> _Work order_: Scan the entries and copy each line where the word "column" is present.

*** Opening of Data in this exercise ***

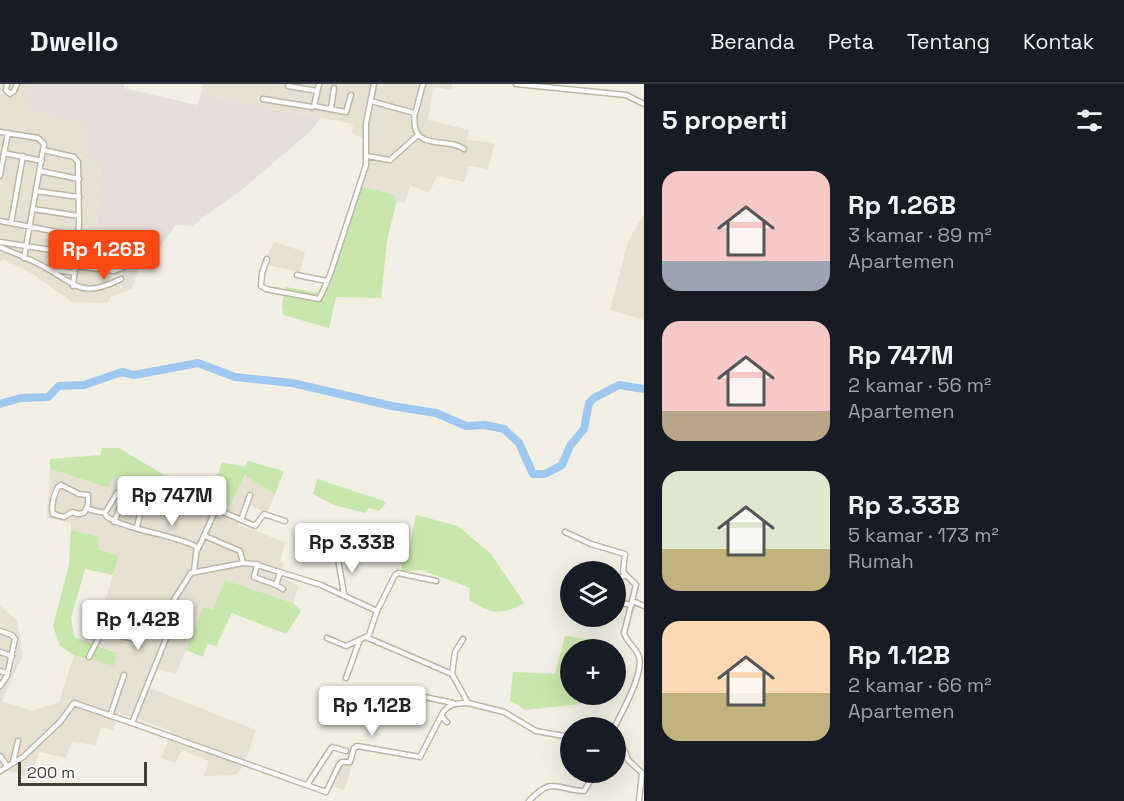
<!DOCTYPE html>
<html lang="id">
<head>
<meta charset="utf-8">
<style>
  :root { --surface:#171b24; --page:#242831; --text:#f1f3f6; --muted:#9ea1a6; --line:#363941; --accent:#fa4913 }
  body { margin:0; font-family:"Space Grotesk",sans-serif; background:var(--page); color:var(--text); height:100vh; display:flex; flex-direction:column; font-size:22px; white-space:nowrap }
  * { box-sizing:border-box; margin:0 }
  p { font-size:20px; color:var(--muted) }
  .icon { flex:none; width:33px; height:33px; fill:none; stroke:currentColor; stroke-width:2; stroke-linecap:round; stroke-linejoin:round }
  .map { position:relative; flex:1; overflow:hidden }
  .side { display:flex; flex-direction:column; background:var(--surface); width:480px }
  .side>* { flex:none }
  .controls { position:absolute; left:560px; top:477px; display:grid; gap:12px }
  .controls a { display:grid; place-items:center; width:66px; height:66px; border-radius:50%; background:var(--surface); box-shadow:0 6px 24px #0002; font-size:30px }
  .scale { position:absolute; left:18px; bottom:15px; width:129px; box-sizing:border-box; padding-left:6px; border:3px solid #443f34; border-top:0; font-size:16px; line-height:21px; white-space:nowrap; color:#443f34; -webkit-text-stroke:4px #fff; paint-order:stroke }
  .price { position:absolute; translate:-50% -51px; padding:0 14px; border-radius:6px; background:#fff; color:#222; font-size:20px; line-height:39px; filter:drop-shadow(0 2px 3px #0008) }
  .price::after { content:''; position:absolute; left:50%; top:36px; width:18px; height:14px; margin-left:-9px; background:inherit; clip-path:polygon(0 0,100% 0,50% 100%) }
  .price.active { background:var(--accent); color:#fff }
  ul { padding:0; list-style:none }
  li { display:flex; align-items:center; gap:18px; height:150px; padding:0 18px }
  li span { display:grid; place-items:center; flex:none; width:168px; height:120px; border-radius:18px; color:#555 }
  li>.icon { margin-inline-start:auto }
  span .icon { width:72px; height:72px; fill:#fffc; stroke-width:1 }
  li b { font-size:26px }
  h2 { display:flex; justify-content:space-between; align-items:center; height:72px; padding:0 18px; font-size:26px }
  header { display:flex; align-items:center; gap:36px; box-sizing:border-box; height:84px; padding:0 30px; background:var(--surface); border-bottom:2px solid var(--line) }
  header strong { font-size:28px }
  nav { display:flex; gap:33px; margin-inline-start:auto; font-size:21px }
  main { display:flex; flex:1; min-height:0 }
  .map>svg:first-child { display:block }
  .residential { fill:#e6e1d2 }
  .industrial { fill:#e4e0d9 }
  .green { fill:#c8e7ac }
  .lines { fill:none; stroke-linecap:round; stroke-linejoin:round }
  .river { stroke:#9fc8f0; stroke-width:8 }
  .street-casing { stroke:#bdb7a7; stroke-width:7 }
  .street { stroke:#fff; stroke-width:4 }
</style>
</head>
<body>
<header>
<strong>Dwello</strong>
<nav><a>Beranda</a><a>Peta</a><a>Tentang</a><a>Kontak</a></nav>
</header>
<main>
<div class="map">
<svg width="644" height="717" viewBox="0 0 644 717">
  <rect width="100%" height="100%" fill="#f2efe4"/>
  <path class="residential" d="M0,0H31L25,24L83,39L86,67L100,79L95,163L135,168L151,174L139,183L132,205L112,212L107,219L72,218L31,189L3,175L0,179Z
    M203,0H453L451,6L433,3L428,36L469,46L467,56L495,59L488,85L468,82L465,98L437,92L429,109L410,101L405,118L396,119L395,111L358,102L367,57L352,49L353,40L201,10Z
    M644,130V236L610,226L628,157Z
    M274,158L305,168L300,188L263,180Z
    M50,385L108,404L112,394L153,411L161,399L228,423L246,391L275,410L267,429L247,420L238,441L285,458L280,477L284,479L280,493L299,502L293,519L225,496L213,527L203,523L176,590L156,585L150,604L256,646L244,681L236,691L204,692L209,677L182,666L175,679L161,674L172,647L119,629L113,647L101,643L96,661L72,658L66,674L39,668L31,694L0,684V522L17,536L23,571L2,617L32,627L59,618L74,571L114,582L117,569L92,558L119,472L98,465L99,453L71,446V439L47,434Z
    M338,673L353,679L344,706L327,701Z"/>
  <path class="industrial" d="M31,0H124V4L197,21L201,10L321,34L311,47L245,103L192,142L176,141L151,174L135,168L95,164L100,80L86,67L83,39L25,24Z"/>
  <path class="green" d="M358,102L395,111L396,119L387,157L381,214L336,213L329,244L283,231L282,220L286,203L325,210Z
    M102,364H119L171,395L214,401L222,378L245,383L248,377L284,387L275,410L245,391L229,423L162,399L153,411L112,394L109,404L50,385V375L101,371Z
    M317,395L387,418L379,427L369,424L366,429L334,421L313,410Z
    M416,431L458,442L491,470L524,519C501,532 491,530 469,516L470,504L422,486L402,488L401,473L409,467Z
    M71,446L99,453L98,465L119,472L113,491L85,485L71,534L74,553L117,569L114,582L74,571L60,562L53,542L69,481Z
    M225,496L293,519L301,527L286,550L232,529L216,562L207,560L203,573L186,566L203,523L213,526Z
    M565,552L593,556L589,565L570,566V610L582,611L581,620L525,626L510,616L513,588L555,590Z"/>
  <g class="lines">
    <path class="river" d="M0,320L21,314L48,313L59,302L84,301L122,288L134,291L198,279L235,293L292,299L392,322L436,329L466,342L485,341L504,345L519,359L533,390H545L562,381L570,362L584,345L589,319L594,314L619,301L644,305"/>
    <defs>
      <path id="street" d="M7,0L6,6L10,10L14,7L17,0
        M516,0L626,11L644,20
        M288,2L317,7
        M263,15L312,23L314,22L319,0
        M371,17L414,29C415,34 414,39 415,43C419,65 450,54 464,65
        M314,22L346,28L351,11
        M331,25L334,4
        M415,30L423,0
        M0,48L38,54L44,60L24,174
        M8,49L4,69L42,77
        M43,66L74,73L78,78L79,141L73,202
        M367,72L390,76L418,51
        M40,87L79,95
        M0,92L4,69
        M36,107L79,113
        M33,125L79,132
        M0,137L78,152
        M11,139L23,72
        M0,158L77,170
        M0,163C16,170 33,176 48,185C80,204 84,213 121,195
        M267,175L262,189L261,202L266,205L319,215L327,198
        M76,182L114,187L127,182
        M51,185L75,189
        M297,191L327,197L330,191L366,81V39L374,0
        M61,401L79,410L88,411V421L84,429L78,430L72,428L64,433L53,430C51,421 54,411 58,403Z
        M117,409L105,429L107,433C133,448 169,449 197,463L194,487
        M87,425L105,429
        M241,436L250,411
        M114,438L121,421
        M137,443L140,430L137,425L138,418
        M565,448L591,460L625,470L623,488L636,501L624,549C627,559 636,563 639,573C644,589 622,628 614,644
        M205,452L240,467L243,479
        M198,465L216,425L255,442L264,430L285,437
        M340,469L338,475L344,510
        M257,480L254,493L276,501
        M280,489L276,501L283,505
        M615,497L625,491
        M633,517L644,522
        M615,518L632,521
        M377,527L395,491L398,489L436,497
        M168,537L184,539
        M0,547L12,551L15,555L7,592L0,602
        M327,554L346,562L368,552
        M0,568L12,572
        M89,573L102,547L138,556L168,525
        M0,587L7,589
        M452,590L455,568L463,555
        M346,594L359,558
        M392,606L453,619
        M110,632L124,591
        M447,638L441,632C447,620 455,619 468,619
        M132,639L326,708L339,681L342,678H350L354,664L357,662L420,673L441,632
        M615,658L624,665L628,676L642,689L639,717
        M0,672L7,682
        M13,678L18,657
        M0,687L23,673L60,638L74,619L132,639L169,547L168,525L191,489L243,479L254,480L321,501L377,527L368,554L452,590L468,619L504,628L536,647L570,653
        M307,701L332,663L346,667
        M529,717C554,691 555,706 584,707L596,688"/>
    </defs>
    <use href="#street" class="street-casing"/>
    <use href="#street" class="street"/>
  </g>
</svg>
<div class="controls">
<a><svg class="icon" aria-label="layers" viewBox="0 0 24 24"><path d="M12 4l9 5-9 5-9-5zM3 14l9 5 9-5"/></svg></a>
<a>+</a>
<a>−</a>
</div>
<div class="scale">200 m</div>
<b class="price active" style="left:104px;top:197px">Rp 1.26B</b>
<b class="price" style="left:172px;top:443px">Rp 747M</b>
<b class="price" style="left:352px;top:490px">Rp 3.33B</b>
<b class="price" style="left:138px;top:567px">Rp 1.42B</b>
<b class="price" style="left:372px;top:653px">Rp 1.12B</b>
</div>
<section class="side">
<h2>5 properti<svg class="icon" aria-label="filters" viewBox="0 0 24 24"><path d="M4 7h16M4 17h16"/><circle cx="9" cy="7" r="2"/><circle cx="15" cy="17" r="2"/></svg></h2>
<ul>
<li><span style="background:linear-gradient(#f6c9c9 75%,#9aa5b1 0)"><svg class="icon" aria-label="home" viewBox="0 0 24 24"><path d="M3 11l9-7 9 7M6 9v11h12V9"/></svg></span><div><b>Rp 1.26B</b><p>3 kamar · 89 m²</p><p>Apartemen</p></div></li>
<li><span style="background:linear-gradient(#f6c9c9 75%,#b9a48a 0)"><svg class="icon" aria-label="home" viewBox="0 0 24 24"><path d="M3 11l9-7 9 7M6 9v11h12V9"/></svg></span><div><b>Rp 747M</b><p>2 kamar · 56 m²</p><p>Apartemen</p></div></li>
<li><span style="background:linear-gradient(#dfe7d0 65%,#c2b280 0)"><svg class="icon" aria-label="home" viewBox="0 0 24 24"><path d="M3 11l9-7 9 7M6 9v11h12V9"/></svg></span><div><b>Rp 3.33B</b><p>5 kamar · 173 m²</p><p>Rumah</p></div></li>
<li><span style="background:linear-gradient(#ffd9b3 60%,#c2b280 0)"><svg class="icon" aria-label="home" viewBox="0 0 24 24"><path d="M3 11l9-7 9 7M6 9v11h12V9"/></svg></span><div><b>Rp 1.12B</b><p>2 kamar · 66 m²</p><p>Apartemen</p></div></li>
</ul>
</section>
</main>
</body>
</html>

*** Close of Data in this exercise ***

> _Answer box_:
  body { margin:0; font-family:"Space Grotesk",sans-serif; background:var(--page); color:var(--text); height:100vh; display:flex; flex-direction:column; font-size:22px; white-space:nowrap }
  .side { display:flex; flex-direction:column; background:var(--surface); width:480px }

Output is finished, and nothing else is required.